*** Supplied material ***

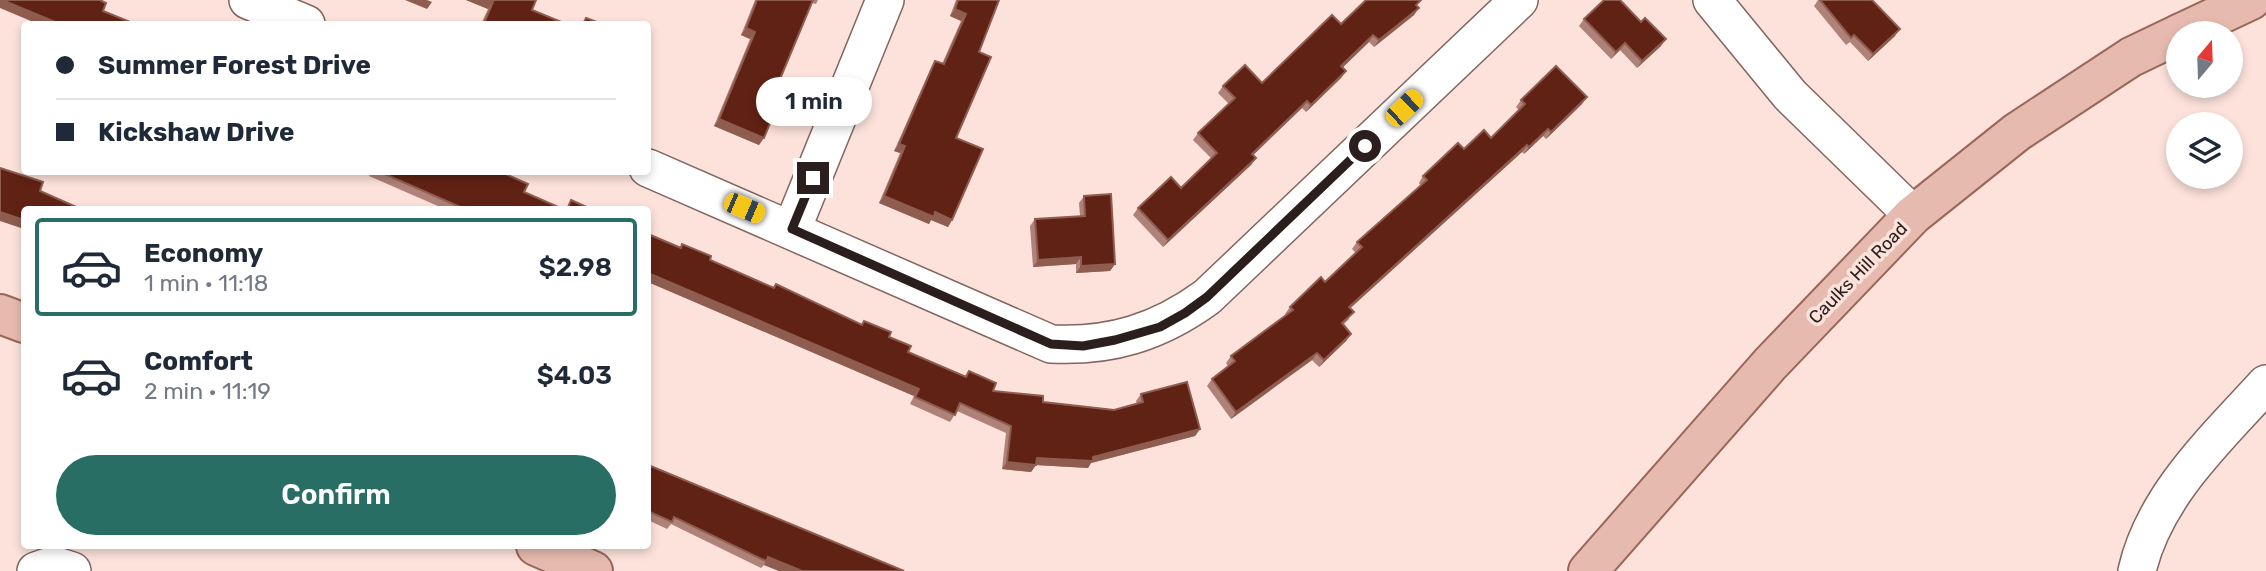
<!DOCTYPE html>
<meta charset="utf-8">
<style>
body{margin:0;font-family:Rubik,sans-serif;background:#f2f2f3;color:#1f2937;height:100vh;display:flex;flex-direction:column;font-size:26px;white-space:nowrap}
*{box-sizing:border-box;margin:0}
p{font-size:23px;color:#747a83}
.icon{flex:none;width:38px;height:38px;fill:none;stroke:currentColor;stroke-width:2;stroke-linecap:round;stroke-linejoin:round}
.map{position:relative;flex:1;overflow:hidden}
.panel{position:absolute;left:21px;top:206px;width:630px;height:343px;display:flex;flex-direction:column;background:#fff;border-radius:7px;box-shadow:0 4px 10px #0003}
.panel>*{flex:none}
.guide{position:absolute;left:21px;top:21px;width:630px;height:154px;border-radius:7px;box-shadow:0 4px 10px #0003;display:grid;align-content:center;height:154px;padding:0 35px;background:#fff}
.needle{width:46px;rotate:19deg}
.tools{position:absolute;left:2166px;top:21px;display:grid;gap:14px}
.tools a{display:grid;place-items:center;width:77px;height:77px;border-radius:50%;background:#fff;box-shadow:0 4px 10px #0003;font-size:35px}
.end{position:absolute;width:32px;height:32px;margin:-16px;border:9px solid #2a1f1c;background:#fff;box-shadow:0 0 0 4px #fff}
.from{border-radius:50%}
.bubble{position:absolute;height:49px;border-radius:24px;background:#fff;box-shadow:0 4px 10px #0003;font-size:23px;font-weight:600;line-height:49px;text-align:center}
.car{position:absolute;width:21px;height:42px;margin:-21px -10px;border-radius:9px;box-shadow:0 0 5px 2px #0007;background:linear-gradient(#f5c518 24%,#345 0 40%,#f5c518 0 76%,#345 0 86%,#f5c518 0)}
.guide b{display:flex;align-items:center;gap:24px;height:66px;font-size:26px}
.guide b+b{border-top:2px solid #e0e1e3}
.guide i{width:18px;height:18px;background:#1f2937}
ul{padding:12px 0 0;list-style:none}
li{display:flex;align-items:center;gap:21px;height:98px;margin:0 14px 10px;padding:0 21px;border:4px solid transparent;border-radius:7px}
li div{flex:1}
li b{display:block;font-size:26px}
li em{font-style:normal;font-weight:600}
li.active{border-color:#286e64}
li>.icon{width:63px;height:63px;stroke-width:1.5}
.cta{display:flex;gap:14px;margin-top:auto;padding:14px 35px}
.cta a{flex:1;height:80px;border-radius:42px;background:#286e64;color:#fff;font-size:28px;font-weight:600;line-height:80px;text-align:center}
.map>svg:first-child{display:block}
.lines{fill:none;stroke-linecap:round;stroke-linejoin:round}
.minor-casing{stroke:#82655e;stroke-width:40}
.major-casing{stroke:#9a6659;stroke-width:42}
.minor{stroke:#fff;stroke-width:37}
.major{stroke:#e6baaf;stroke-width:38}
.wall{fill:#ae8278}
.shaded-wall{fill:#8f5c50}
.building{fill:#602214;stroke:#8f5c50;stroke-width:2}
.route{stroke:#2a1f1c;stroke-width:9}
.labels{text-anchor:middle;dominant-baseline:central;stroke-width:7;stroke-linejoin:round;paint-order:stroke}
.street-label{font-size:18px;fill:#2a1f1c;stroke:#fce2db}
</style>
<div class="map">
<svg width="2266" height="571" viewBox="0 0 2266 571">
<rect width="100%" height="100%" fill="#fce2db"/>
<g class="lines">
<g class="minor-casing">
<g id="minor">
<path d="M248,0L306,24"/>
<path d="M1712,0L1790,95L1913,215"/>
<path d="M648,168L1051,344C1111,347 1159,332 1207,297L1519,0"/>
<path d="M792,229L885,0"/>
<path d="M36,571L53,565L72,571"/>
<path d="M2137,571C2154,496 2216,439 2266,384"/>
</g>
</g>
<g class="major-casing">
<g id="major">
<path d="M2181,33L2251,0"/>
<path d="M0,314L24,323"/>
<path d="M536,546L593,571"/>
<path d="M1588,571L1770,364L1913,215L2017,132L2131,57L2179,34"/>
</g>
</g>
<use href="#minor" class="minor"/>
<use href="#major" class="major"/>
</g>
<g class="wall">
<path d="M466,0H536L532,10L566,24H481L488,9Z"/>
<path d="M755,0H818L816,4L812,3L775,91L759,145L714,126L750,39L741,35Z"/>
<path d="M956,0H999L979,52L956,138L952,220L948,227L931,220L929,224L879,203L900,153L894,151L931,68L935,61L942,64L961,21L950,16Z"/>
<path d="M1818,0H1872L1895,36L1868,61L1850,42L1846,45L1814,6Z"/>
<path d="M1418,6L1414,15L1374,47L1369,42L1342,68L1346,71L1341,78L1306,112L1302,108L1253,155L1256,158L1251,165L1163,247L1133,215L1138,208L1181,188L1211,158L1193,140L1198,133L1229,104L1218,93L1223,86L1262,83L1341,24Z"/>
<path d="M1584,19L1661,46L1637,68L1620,50L1611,59L1579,26Z"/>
<path d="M1521,100L1582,104L1546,139L1543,136L1524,154L1522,152L1350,308L1349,319L1343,325L1351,334L1346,341L1319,367L1312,360L1231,419L1207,386L1212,379L1228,366L1226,363L1231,356L1286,315L1285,314L1290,307L1325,282L1356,253L1352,249L1357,242L1421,186L1419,183L1423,176L1464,149L1491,138L1519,110L1516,107Z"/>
<path d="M371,172H501L524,192L565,210L571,200L593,210L595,207L603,210H447L369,176Z"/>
<path d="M1084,196L1115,264L1110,271L1076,273V264L1033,267L1030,226L1035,219L1080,216L1079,203Z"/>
<path d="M648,234L680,247L682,244L710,260L773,288L776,284L861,325L864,321L889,337L908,352L965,376L969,371L993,391L1043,402L1114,410L1137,404L1136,401L1141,394L1200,429L1195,436L1091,463L1088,468L1036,465L1031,472L1002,469L1006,433L957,411L950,422L910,404L914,396L648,282Z"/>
<path d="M648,465L904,571H779L764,565L761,568L671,524L667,529L648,520Z"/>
</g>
<g class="shaded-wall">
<path d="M0,0H2L60,24H38L0,8Z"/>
<path d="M405,0H427L432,2L427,9Z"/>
<path d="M466,0H489L493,2L488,9Z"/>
<path d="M1419,8L1414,15L1374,47L1379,40Z"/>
<path d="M955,9L966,14L961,21L950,16Z"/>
<path d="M746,28L755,32L750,39L741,35Z"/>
<path d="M1900,29L1895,36L1868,61L1873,54Z"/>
<path d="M1373,35L1369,42L1337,73L1341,66Z"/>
<path d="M1666,39L1661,46L1637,68L1642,61Z"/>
<path d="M1625,43L1620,50L1611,59L1616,52Z"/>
<path d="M1346,71L1341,78L1306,112L1311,105Z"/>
<path d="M1587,97L1582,104L1546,139L1551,132Z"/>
<path d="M1307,101L1302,108L1247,161L1252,154Z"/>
<path d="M719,119L764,138L759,145L714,126Z"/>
<path d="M1548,129L1543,136L1524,154L1529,147Z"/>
<path d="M899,144L905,146L900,153L894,151Z"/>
<path d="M1527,145L1522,152L1344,314L1349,307Z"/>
<path d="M1256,158L1251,165L1163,247L1168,240Z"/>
<path d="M884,196L935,212L952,220L948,227L931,220L929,224L879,203Z"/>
<path d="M0,212L24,220V229L0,221Z"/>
<path d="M1081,257L1076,264L1033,267L1038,260Z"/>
<path d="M1115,264L1110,271L1076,273L1081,266Z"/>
<path d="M648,273L737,310L919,389L914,396L648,282Z"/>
<path d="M1351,334L1346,341L1319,367L1324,360Z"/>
<path d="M1317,353L1312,360L1231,419L1236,412Z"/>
<path d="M1200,429L1195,436L1091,463L1088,468L1036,465L1031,472L1002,469L1007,462L1037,458L1093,457Z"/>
<path d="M768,557L802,571H779L764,565Z"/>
</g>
<g class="building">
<path d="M2,0H100L106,3L103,11L135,24H60Z"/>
<path d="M489,0H536L532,10L566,24H486L484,23L493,2Z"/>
<path d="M757,0H813L775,91L782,94L764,138L719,119L755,32L746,28Z"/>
<path d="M958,0H999L979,52L991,57L956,138L983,149L952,220L935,212L934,217L884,196L905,146L899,144L935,61L944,64L966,14L955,9Z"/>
<path d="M1366,0H1421L1416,5L1419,8L1379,40L1373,35L1341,66L1346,71L1311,105L1307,101L1252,154L1256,158L1168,240L1138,208L1171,177L1181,188L1217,153L1198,133L1235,98L1223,86L1245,65L1262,83L1332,15L1341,24Z"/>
<path d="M1604,0H1620L1641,22L1645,18L1666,39L1642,61L1625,43L1616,52L1584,19Z"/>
<path d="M1820,0H1872L1900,29L1873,54L1854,35L1851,38Z"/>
<path d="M586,18L602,24H583Z"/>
<path d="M1556,66L1587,97L1551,132L1548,129L1529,147L1527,145L1349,307L1354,312L1342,323L1351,334L1324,360L1317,353L1236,412L1212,379L1235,361L1231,356L1293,310L1290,307L1321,277L1325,282L1362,247L1357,242L1427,180L1423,176L1458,143L1464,149L1484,130L1491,138L1525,104L1521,100Z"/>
<path d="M0,168L43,182L40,191L83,210H24V220L0,212Z"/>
<path d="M380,172H501L528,184L524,192L565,210H467Z"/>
<path d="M1111,194L1115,264L1081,266V257L1038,260L1035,219L1085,216L1084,196Z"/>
<path d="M571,200L593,210H567Z"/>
<path d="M648,234L681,248L682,244L711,256L710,260L774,288L776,284L862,325L864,321L891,332L889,337L911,346L908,352L966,377L969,371L996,383L993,391L1043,396V402L1114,410L1143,402L1141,394L1187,382L1200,429L1093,457V461L1037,458L1036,465L1007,462L1011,426L960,403L955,415L915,397L919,389L648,273Z"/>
<path d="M648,465L904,571H802L768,557L766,561L674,517L672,522L648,511Z"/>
</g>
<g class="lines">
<path class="route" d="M813,178L792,229L1051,344L1083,346L1115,340L1160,327L1185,313L1207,297L1365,146"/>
</g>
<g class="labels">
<g class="street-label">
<text transform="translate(1858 273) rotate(-46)">Caulks Hill Road</text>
</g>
</g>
</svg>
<div class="tools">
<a><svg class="needle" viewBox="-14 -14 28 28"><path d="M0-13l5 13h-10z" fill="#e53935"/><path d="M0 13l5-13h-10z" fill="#747a83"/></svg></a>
<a><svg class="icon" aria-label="layers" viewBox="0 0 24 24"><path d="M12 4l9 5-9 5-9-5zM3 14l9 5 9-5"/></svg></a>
</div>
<i class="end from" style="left:1365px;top:146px"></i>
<i class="end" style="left:813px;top:178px"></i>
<div class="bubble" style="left:756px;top:77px;width:116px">1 min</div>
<i class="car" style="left:1404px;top:108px;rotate:46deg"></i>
<i class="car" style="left:744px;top:208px;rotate:113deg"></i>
<div class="guide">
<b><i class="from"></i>Summer Forest Drive</b>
<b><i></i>Kickshaw Drive</b>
</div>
<section class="panel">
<ul>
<li class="active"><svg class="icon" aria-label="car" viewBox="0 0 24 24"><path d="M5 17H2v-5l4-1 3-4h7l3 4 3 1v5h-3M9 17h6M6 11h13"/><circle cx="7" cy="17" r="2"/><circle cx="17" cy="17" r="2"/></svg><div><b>Economy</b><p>1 min · 11:18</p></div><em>$2.98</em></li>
<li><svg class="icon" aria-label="car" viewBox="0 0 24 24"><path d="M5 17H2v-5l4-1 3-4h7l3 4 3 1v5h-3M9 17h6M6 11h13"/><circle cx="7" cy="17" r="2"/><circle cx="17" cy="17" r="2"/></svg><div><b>Comfort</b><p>2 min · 11:19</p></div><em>$4.03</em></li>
</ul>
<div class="cta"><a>Confirm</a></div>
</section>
</div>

*** End of Supplied material ***

Exercise: Whenever the word "tools" occurs in a line of the listing above, return that line.

Answer area:
.tools{position:absolute;left:2166px;top:21px;display:grid;gap:14px}
.tools a{display:grid;place-items:center;width:77px;height:77px;border-radius:50%;background:#fff;box-shadow:0 4px 10px #0003;font-size:35px}
<div class="tools">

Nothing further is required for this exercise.